» EXERCISE INSTRUCTIONS:
Return, without pictures, the lines from the start of the data through the one that contains "position:absolute; left:12px; top:12px;".

» Records from a dataset:
• • • • •
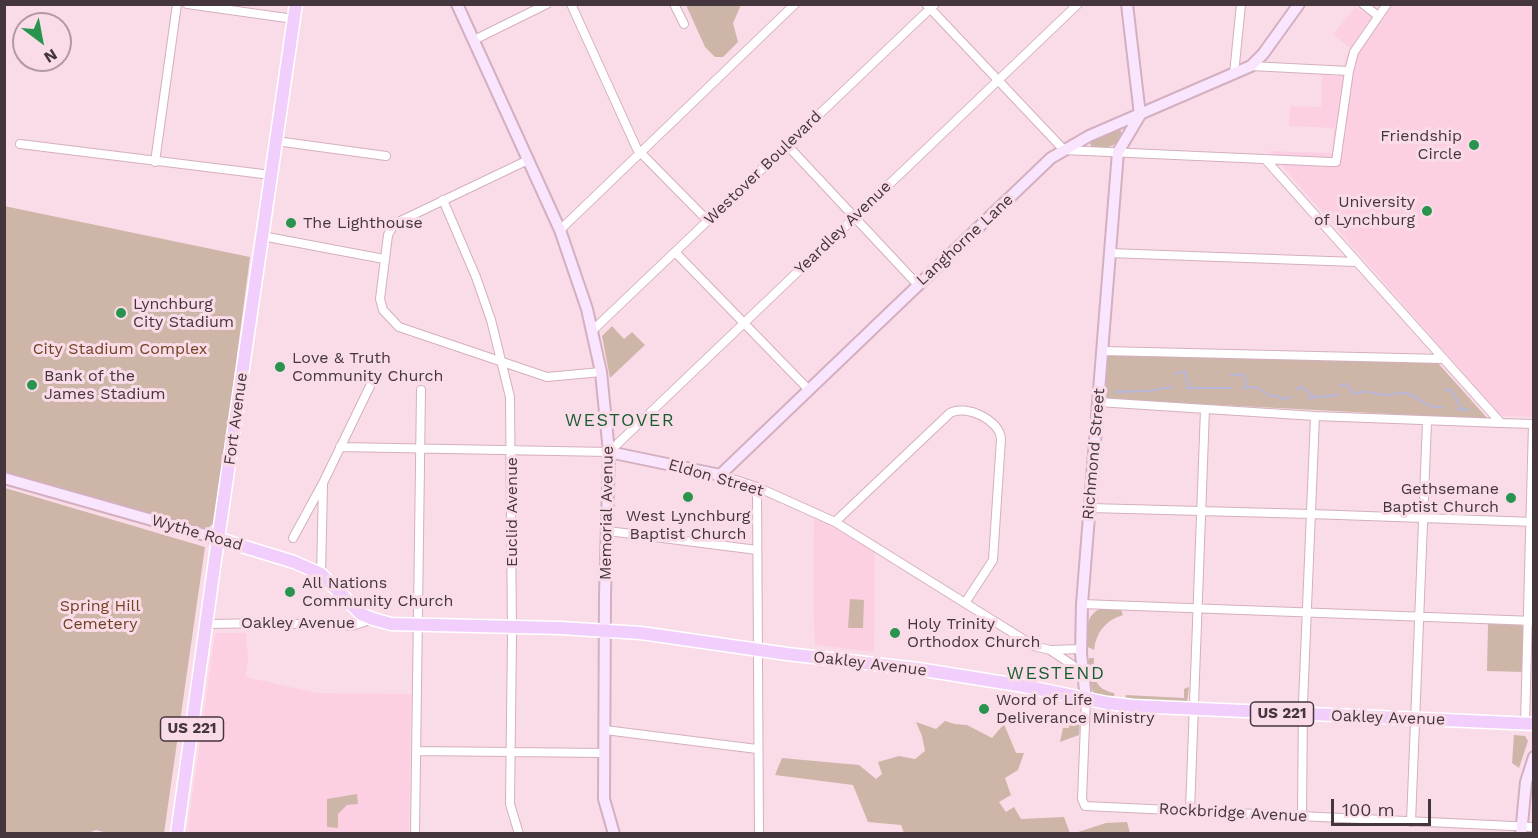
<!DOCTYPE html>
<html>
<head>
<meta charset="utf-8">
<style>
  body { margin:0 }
  #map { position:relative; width:1538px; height:838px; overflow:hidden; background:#fadce9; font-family:"Work Sans",sans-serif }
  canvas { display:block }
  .frame { position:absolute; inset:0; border:6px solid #45363d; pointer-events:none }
  .north { position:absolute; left:12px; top:12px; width:60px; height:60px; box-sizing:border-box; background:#fadce9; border:2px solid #b29aa4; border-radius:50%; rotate:148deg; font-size:16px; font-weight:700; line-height:24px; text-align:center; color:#45363d }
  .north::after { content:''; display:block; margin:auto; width:21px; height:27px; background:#29944d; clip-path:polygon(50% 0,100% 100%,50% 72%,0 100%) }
  .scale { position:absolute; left:1331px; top:799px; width:100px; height:27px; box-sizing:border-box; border:3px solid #45363d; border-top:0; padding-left:8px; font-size:18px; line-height:21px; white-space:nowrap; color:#45363d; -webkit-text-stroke:4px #fadce9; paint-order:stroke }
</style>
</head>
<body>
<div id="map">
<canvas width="1538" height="838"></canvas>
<div class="frame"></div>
<div class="north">N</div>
<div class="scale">100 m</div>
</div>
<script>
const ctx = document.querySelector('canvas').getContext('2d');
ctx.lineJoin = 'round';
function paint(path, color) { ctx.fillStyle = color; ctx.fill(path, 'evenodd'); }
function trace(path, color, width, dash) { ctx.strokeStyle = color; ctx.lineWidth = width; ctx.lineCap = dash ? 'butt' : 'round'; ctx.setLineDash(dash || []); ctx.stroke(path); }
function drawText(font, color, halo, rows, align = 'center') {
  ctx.font = font + ' "Work Sans",sans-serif'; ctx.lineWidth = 6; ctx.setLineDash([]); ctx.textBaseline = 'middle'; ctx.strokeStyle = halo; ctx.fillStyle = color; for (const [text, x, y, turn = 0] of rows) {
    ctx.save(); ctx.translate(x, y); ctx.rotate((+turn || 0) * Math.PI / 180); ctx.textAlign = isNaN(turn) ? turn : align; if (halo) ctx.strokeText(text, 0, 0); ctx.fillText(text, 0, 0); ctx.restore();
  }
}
paint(new Path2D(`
  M1380,5H1533V417L1501,416L1269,151L1332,153L1334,128L1289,126L1290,106L1321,107L1322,75L1342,76L1346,56L1350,48L1333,35L1355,7L1371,17Z
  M816,517L875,552L874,652L815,645L813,600L814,518Z
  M215,633H246L248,658L246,677L317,693L411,694L409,833L187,834Z`), '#fdcfe3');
paint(new Path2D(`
  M686,5H741L733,23L738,42L723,57H715L705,47Z
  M1118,128L1121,131C1121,147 1104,150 1091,147L1090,140Z
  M4,206L250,257L215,522L207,529L198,530L5,474Z
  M612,326L624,339L632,332L645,345L610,378L602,336Z
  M1105,354L1438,363L1488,419L1104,399Z
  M5,488L205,547L164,833L111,834L96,830L85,834L5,833Z
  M850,599L864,600L863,628H848Z
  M1100,609L1121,610L1123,615C1106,620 1096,632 1094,650L1088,647C1087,633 1084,616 1100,609Z
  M1488,624L1521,625L1524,628V672L1487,671Z
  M1090,658H1094C1093,676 1094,689 1114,693L1115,700L1094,694L1089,681L1087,660Z
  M1189,687L1187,703L1124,702L1126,695L1184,698V689Z
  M945,721L955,724L967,725L992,738L1004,724L1016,753H1024L1018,770L1005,778L1011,795L999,802L1006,812L1014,807L1021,819L1064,817L1070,833H904L901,825L868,822L853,785L775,775L782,758L859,765L876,779L882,774L878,762L899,756L915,759L925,751L922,736L916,722L936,729Z
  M1070,721L1080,722L1079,735L1060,742L1063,728H1069Z
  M1514,735L1525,736L1528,741L1519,768L1512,763Z
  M357,794L358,804L347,805L338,814V828L327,827V799Z
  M1127,822L1130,833H1075L1106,823Z`), '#cdb6a7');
trace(new Path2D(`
  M1175,374L1185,371L1189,387
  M1231,375L1243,374L1248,388
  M1340,386L1346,384L1354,394C1368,389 1372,394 1385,395C1394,395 1400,391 1409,394C1423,399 1424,408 1442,407
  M1186,388H1231
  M1243,388L1256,387L1270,396H1277L1281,399L1292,397
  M1296,389L1302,387L1313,396
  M1445,390H1451L1463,410
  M1115,392L1147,391L1172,387
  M1308,398L1338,395
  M1458,409L1469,410`), '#b8b7db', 2);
const street = new Path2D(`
  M187,4L294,19
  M571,4L637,149L708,221
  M674,4L684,24
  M926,4L1064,150L1330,162H1336L1349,71L1354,52L1387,4
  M1363,4L1378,16
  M474,40L547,4
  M1251,66L1349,71
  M1234,74L1241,4
  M276,141L386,156
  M20,144L271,175
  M787,145L917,284
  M1265,159L1501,423L1534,424
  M528,160L394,224L388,235L380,299L383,310L399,327L547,377L601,372
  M155,162L177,4
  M443,200L476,277L491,320L510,397L512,635L510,804L519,834
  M560,230L795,4
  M262,236L384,259
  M675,252L808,389
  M1109,253L1356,262
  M592,331L935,4
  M1103,351L1444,359
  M1098,402L1315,416L1501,423
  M340,447L609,452L1078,4
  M720,475L757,487L835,522L1034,646L1050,650L1081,649
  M757,487L759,834
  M1090,508L1311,514L1534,522
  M835,522L950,413C966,404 1000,420 1001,439L993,560L965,603
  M608,531L757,550
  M293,538L323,483L372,382
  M321,574L323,486
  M1082,604L1534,621
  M207,624L274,623L352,626L373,619
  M1050,650L1071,664L1083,675
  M1086,699L1082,799L1085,806L1534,827
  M1525,723L1533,424
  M605,730L757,749
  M416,751L604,753
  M1190,811L1205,409
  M1302,816L1303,703L1315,416
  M1411,822L1427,422
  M415,834L421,390`);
const secondary = new Path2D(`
  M457,4L560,230L587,309L601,372L609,452L605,596L604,799L614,834
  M1127,4L1140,115
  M609,452L720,475L1051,158L1089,136L1251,66L1263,54L1299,4
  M4,478L219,539
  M1086,699L1081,654L1082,604L1118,152L1140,115
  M1521,834L1526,782L1534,757`);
const primary = new Path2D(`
  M219,539L294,562L321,574L361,614L373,619L391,624L560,628L641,633L787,654L918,669L1024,686L1107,703L1133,706L1534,724
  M177,834L215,560L296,4`);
trace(street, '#d4afbf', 10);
trace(secondary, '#d4afbf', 14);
trace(primary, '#fff', 15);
trace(street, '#fff', 8);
trace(secondary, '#f9e6fe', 10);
trace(primary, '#f2cefd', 12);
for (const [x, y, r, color] of [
  [1474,145,6,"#29944d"],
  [1427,211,6,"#29944d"],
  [291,223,6,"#29944d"],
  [121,313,6,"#29944d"],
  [280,367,6,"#29944d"],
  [32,385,6,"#29944d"],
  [688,497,6,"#29944d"],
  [1511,498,6,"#29944d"],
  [290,592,6,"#29944d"],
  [895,633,6,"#29944d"],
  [984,709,6,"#29944d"]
]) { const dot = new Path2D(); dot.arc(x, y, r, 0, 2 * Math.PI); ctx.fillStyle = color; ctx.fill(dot); trace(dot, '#fadce9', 2); }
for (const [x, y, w] of [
  [1282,714,63],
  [192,729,63]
]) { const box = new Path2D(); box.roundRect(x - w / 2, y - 12, w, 24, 4.5); ctx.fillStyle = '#fadce9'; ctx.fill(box); trace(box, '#45363d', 1.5); }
drawText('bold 15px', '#45363d', null, [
  ["US 221",1282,714],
  ["US 221",192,729]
]);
drawText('16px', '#45363d', '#fadce9', [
  ["Friendship",1462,136,"right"],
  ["Circle",1462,154,"right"],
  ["University",1415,202,"right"],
  ["of Lynchburg",1415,220,"right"],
  ["The Lighthouse",303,223],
  ["Lynchburg",133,304],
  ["City Stadium",133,322],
  ["Love & Truth",292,358],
  ["Community Church",292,376],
  ["Bank of the",44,376],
  ["James Stadium",44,394],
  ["Gethsemane",1499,489,"right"],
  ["Baptist Church",1499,507,"right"],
  ["West Lynchburg",688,516,"center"],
  ["Baptist Church",688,534,"center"],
  ["All Nations",302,583],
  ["Community Church",302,601],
  ["Holy Trinity",907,624],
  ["Orthodox Church",907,642],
  ["Word of Life",996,700],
  ["Deliverance Ministry",996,718]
], 'left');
drawText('16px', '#45363d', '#fadce9', [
  ["Westover Boulevard",763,168,-44],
  ["Yeardley Avenue",843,228,-44],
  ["Langhorne Lane",965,240,-43],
  ["Fort Avenue",236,419,-82],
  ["Richmond Street",1094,454,-85],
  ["Eldon Street",716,478,16],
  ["Euclid Avenue",512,512,-90],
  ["Memorial Avenue",607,513,-89],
  ["Wythe Road",197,533,16],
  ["Oakley Avenue",298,623],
  ["Oakley Avenue",870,664,7],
  ["Oakley Avenue",1388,718,2],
  ["Rockbridge Avenue",1233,813,3]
]);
drawText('16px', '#724322', '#fadce9', [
  ["City Stadium Complex",120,349],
  ["Spring Hill",100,606],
  ["Cemetery",100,624]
]);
ctx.letterSpacing = '1.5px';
drawText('18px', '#185c2e', '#fadce9', [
  ["WESTOVER",620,421],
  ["WESTEND",1056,674]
]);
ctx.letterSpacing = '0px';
</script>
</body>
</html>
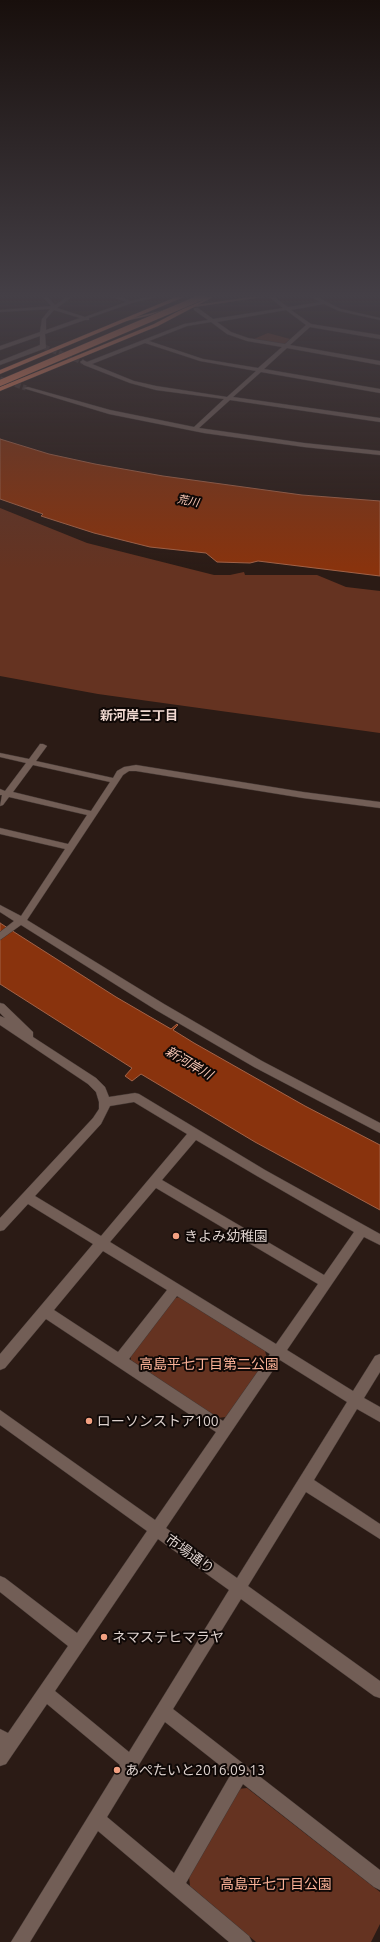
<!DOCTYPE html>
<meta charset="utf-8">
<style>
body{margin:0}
canvas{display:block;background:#2b1b15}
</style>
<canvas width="380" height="1942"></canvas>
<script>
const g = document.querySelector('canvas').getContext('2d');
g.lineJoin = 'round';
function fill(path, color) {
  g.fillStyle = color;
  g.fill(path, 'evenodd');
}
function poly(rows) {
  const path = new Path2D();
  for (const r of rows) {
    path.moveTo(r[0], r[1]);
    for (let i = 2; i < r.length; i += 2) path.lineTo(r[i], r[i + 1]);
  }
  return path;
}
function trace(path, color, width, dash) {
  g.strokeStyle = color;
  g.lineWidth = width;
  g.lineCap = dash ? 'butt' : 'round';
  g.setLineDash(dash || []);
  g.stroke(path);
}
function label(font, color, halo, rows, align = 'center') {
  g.font = font + ' Ubuntu,"Noto Sans JP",sans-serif';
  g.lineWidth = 4;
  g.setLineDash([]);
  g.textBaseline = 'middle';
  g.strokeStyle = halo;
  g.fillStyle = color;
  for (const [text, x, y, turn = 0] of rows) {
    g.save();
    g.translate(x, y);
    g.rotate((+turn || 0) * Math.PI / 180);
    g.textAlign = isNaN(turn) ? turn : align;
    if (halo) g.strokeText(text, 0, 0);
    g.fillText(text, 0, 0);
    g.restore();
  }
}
fill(poly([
 [268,333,290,339,283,345,254,339],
 [0,508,87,543,214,575,230,575,244,572,245,575,317,575,346,587,380,591,380,733,98,694,0,676],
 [179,1297,265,1351,267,1358,226,1417,217,1418,131,1360,130,1353,172,1299],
 [247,1788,380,1892,380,1924,371,1942,256,1942,190,1886,189,1876,238,1789]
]), '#653321');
const water = poly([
 [0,439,49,454,95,464,163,476,302,495,380,501,380,576,258,561,250,563,217,562,206,553,150,547,94,533,41,516,43,514,0,499,0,439],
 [0,923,116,997,171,1029,177,1024,178,1025,173,1030,194,1043,305,1106,380,1145,380,1210,255,1142,141,1074,132,1081,125,1076,132,1068,0,984,0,923]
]);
fill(water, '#89330d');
trace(water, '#a26247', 1);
trace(poly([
 [44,347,83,362],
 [0,379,26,388]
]), '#463631', 5.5, [5.5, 2.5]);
const minor = poly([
 [43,297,48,297,55,305,67,297,72,297,57,308,85,317,126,302,113,297,120,297,131,301,147,297,156,297,132,303,89,318,89,320,85,320,45,334,46,348,0,365,0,361,40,345,40,336,0,350,0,346,40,332,42,319,50,309,0,312,0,310,51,306,43,297],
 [54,310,80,318,46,330,46,319,54,310],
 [269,297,274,297,288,307,320,302,311,297,317,297,341,309,380,318,380,320,339,311,324,304,291,310,311,324,380,335,380,339,310,327,290,345,380,361,380,365,287,348,264,369,380,389,380,393,261,372,233,397,380,418,380,422,230,400,199,428,304,443,380,451,380,455,304,447,204,433,109,414,23,388,28,387,110,410,194,427,224,399,156,390,130,383,84,365,80,362,83,360,87,362,184,324,208,320,194,310,194,308,198,308,213,319,283,308,269,297],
 [286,310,306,325,285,344,248,338,231,332,217,322,286,310],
 [211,322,227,334,247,341,282,347,258,368,203,359,149,341,187,326,211,322],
 [145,343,200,361,256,371,227,397,156,386,134,381,92,364,145,343],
 [40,744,43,744,47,746,36,761,113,778,117,771,124,767,136,765,303,792,380,802,380,808,303,798,136,771,129,771,123,775,27,920,164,1004,262,1061,380,1123,380,1133,254,1067,156,1010,21,925,0,940,0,932,14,921,0,912,0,905,21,916,65,849,0,834,0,828,68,844,87,815,9,797,3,805,0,806,2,795,0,795,0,789,5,791,26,763,0,757,0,753,29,759,40,744],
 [33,765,110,782,91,811,13,792,33,765],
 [0,1003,4,1004,33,1032,33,1037,96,1078,105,1087,109,1097,135,1093,139,1094,265,1170,380,1234,380,1245,364,1237,287,1350,353,1391,375,1356,380,1354,380,1372,364,1398,380,1407,380,1422,357,1409,314,1480,380,1524,380,1539,306,1492,248,1586,380,1681,380,1698,374,1696,241,1599,173,1709,380,1870,380,1890,374,1887,243,1784,186,1883,249,1936,252,1942,229,1942,98,1831,30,1942,11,1942,120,1765,47,1704,6,1764,0,1766,0,1729,8,1733,68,1646,0,1592,0,1576,5,1578,77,1633,147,1531,0,1425,0,1410,155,1520,216,1432,46,1319,5,1368,0,1370,0,1354,93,1244,28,1204,4,1230,0,1231,0,1218,93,1118,99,1109,99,1102,96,1092,88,1084,0,1025,0,1016,5,1018,0,1013,0,1003],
 [134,1102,187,1134,101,1236,35,1196,101,1124,110,1106,134,1102],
 [196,1140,257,1176,354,1232,324,1275,162,1180,196,1140],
 [156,1188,318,1284,276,1344,110,1242,156,1188],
 [103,1251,167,1290,118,1352,54,1310,103,1251],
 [177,1296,270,1354,223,1421,129,1359,177,1296],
 [280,1360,347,1402,237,1578,166,1528,280,1360],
 [158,1539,229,1590,129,1752,55,1691,158,1539],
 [165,1722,231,1774,174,1873,107,1817,165,1722]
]);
const major = poly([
 [250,297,263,297,168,311,122,322,120,321,168,309,250,297]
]);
const highway = poly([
 [176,297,184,297,0,374,0,370,176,297],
 [205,297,213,297,158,326,0,391,0,387,154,324,205,297]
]);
trace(minor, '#433733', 1);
trace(major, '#433733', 1);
trace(highway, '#433733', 1);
fill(minor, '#725e56');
fill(major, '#c2775a');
fill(highway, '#f8875d');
const highwayBridge = poly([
 [0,383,202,297]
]);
trace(highwayBridge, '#433733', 7, []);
trace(highwayBridge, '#f8875d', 6);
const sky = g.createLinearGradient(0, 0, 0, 569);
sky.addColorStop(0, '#180f0c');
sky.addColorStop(0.52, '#443f46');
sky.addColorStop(1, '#443f4600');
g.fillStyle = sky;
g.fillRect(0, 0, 380, 569);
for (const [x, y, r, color] of [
 [176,1236,4,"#f3a081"],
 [89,1421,4,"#f3a081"],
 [104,1637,4,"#f3a081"],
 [117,1770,4,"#f3a081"]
]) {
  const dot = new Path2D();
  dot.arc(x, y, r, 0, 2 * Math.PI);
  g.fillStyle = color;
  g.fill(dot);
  trace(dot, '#0f0806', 1.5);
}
label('italic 11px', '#fac8b6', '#0f0806', [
 ["荒川",188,501,11]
]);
label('bold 13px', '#f1d9d1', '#0f0806', [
 ["新河岸三丁目",139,716]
]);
label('italic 13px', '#fac8b6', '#0f0806', [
 ["新河岸川",189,1063,30]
]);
label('14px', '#ddd1cd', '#0f0806', [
 ["きよみ幼稚園",184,1236],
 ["ローソンストア100",97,1421],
 ["ネマステヒマラヤ",112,1637],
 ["あぺたいと2016.09.13",125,1770]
], 'left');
label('14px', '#fbb197', '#0f0806', [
 ["高島平七丁目第二公園",209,1364],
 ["高島平七丁目公園",276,1884]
]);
label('14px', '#ddd1cd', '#0f0806', [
 ["市場通り",190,1554,36]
]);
</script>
• • • • •
» PROBLEM SOLUTION:
<!DOCTYPE html>
<html>
<head>
<meta charset="utf-8">
<style>
  body { margin:0 }
  #map { position:relative; width:1538px; height:838px; overflow:hidden; background:#fadce9; font-family:"Work Sans",sans-serif }
  canvas { display:block }
  .frame { position:absolute; inset:0; border:6px solid #45363d; pointer-events:none }
  .north { position:absolute; left:12px; top:12px; width:60px; height:60px; box-sizing:border-box; background:#fadce9; border:2px solid #b29aa4; border-radius:50%; rotate:148deg; font-size:16px; font-weight:700; line-height:24px; text-align:center; color:#45363d }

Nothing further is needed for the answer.